===== RECORDS TO USE

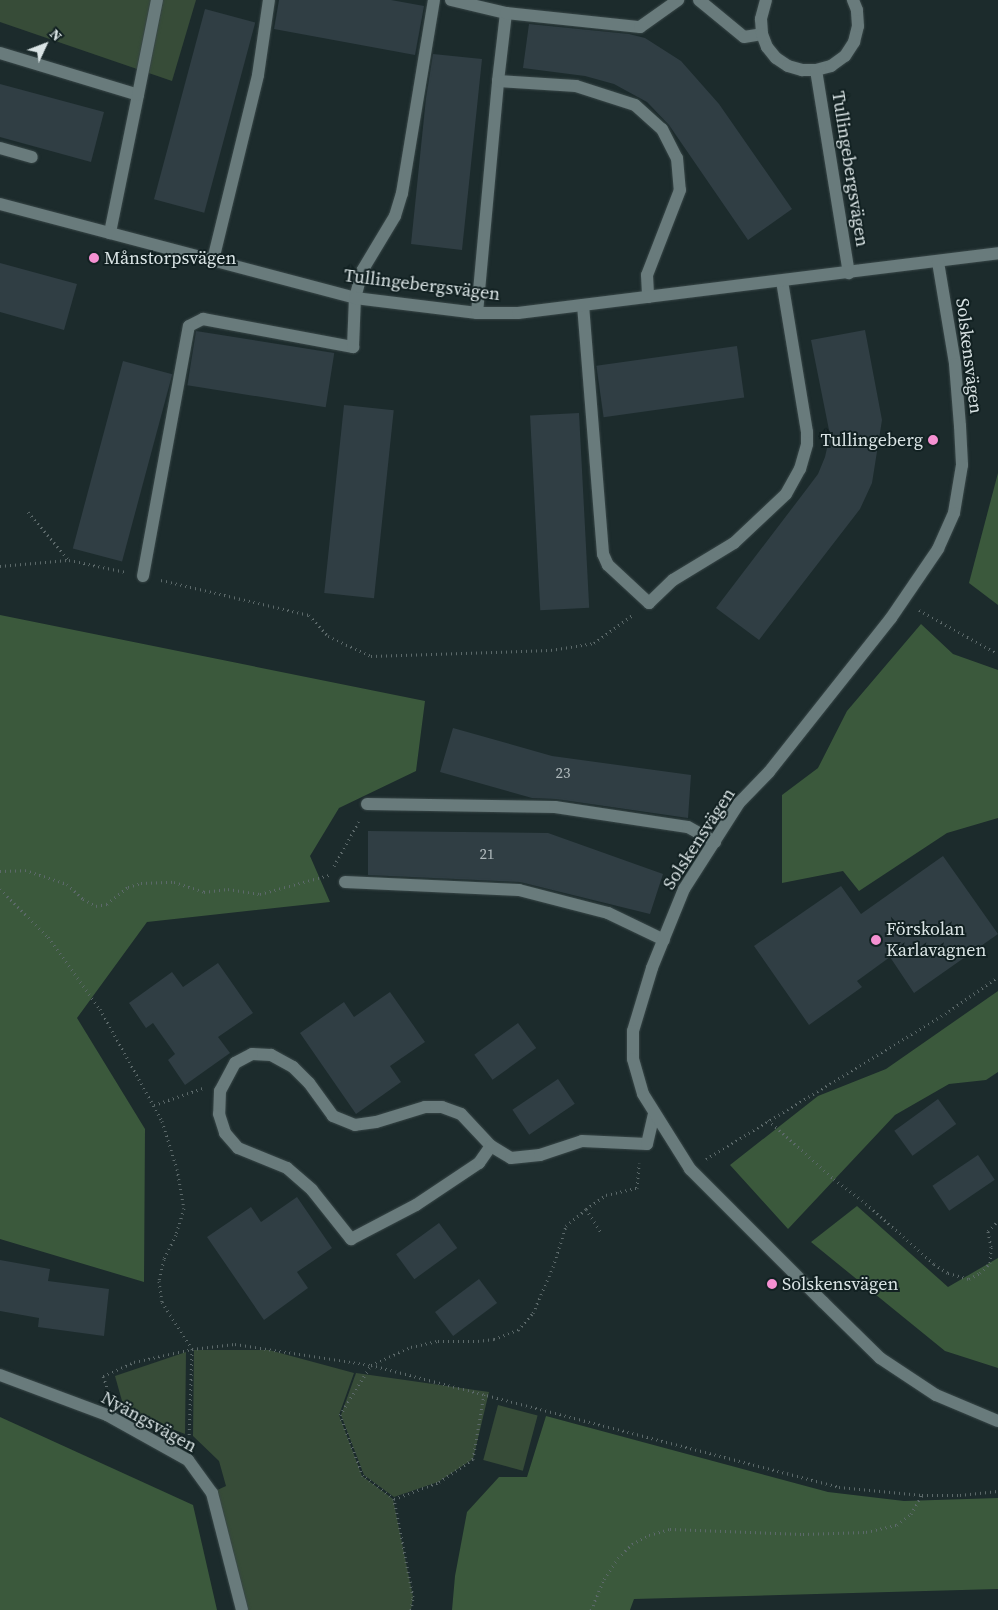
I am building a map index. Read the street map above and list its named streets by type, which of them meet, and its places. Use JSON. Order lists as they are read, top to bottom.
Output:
{
  "streets": {
    "street": ["Tullingebergsvägen", "Solskensvägen", "Nyängsvägen"]
  },
  "crossings": [
    ["Tullingebergsvägen", "Solskensvägen"]
  ],
  "places": [
    "Månstorpsvägen",
    "Tullingeberg",
    "Förskolan Karlavagnen",
    "Solskensvägen"
  ],
  "house_numbers": ["23", "21"],
  "north": "top right"
}
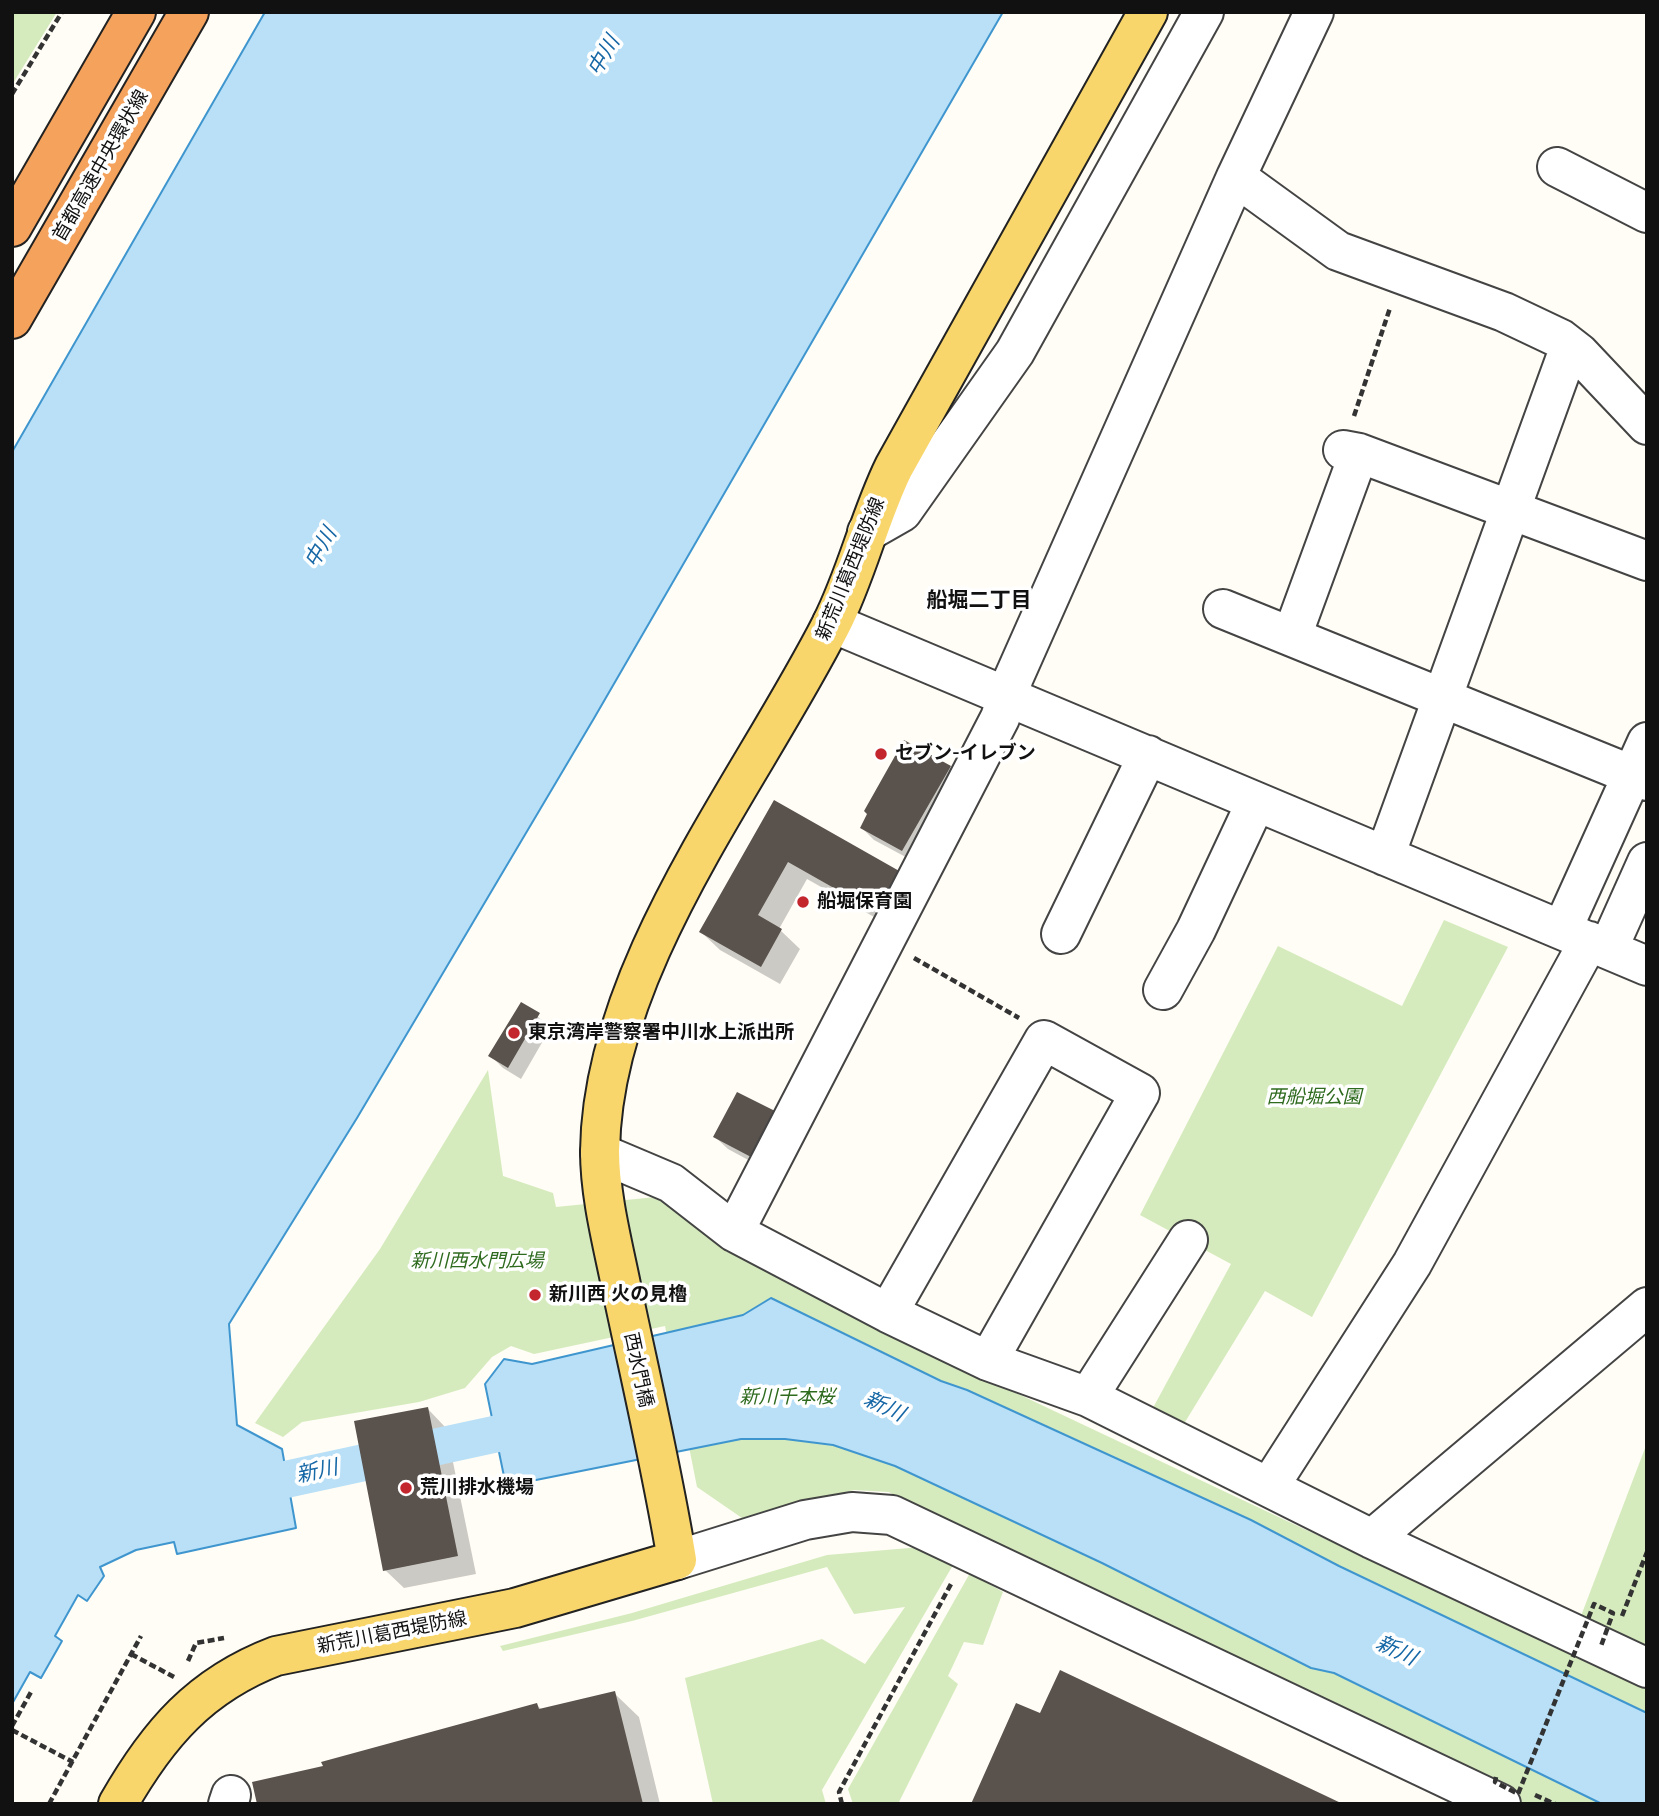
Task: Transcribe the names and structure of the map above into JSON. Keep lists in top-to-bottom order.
{
  "streets": {
    "highway": ["首都高速中央環状線"],
    "main road": ["新荒川葛西堤防線", "西水門橋"]
  },
  "crossings": [
    ["新荒川葛西堤防線", "西水門橋"]
  ],
  "districts": ["船堀二丁目"],
  "water": ["中川", "新川"],
  "parks": ["西船堀公園", "新川西水門広場", "新川千本桜"],
  "places": [
    "セブン-イレブン",
    "船堀保育園",
    "東京湾岸警察署中川水上派出所",
    "新川西 火の見櫓",
    "荒川排水機場"
  ]
}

==========

**WORK TASK:** Beginning with the line that contains "Task: Transcribe the", each line of the records above through the last one must be printed word for word.

**ANSWER SECTION:**
Task: Transcribe the names and structure of the map above into JSON. Keep lists in top-to-bottom order.
{
  "streets": {
    "highway": ["首都高速中央環状線"],
    "main road": ["新荒川葛西堤防線", "西水門橋"]
  },
  "crossings": [
    ["新荒川葛西堤防線", "西水門橋"]
  ],
  "districts": ["船堀二丁目"],
  "water": ["中川", "新川"],
  "parks": ["西船堀公園", "新川西水門広場", "新川千本桜"],
  "places": [
    "セブン-イレブン",
    "船堀保育園",
    "東京湾岸警察署中川水上派出所",
    "新川西 火の見櫓",
    "荒川排水機場"
  ]
}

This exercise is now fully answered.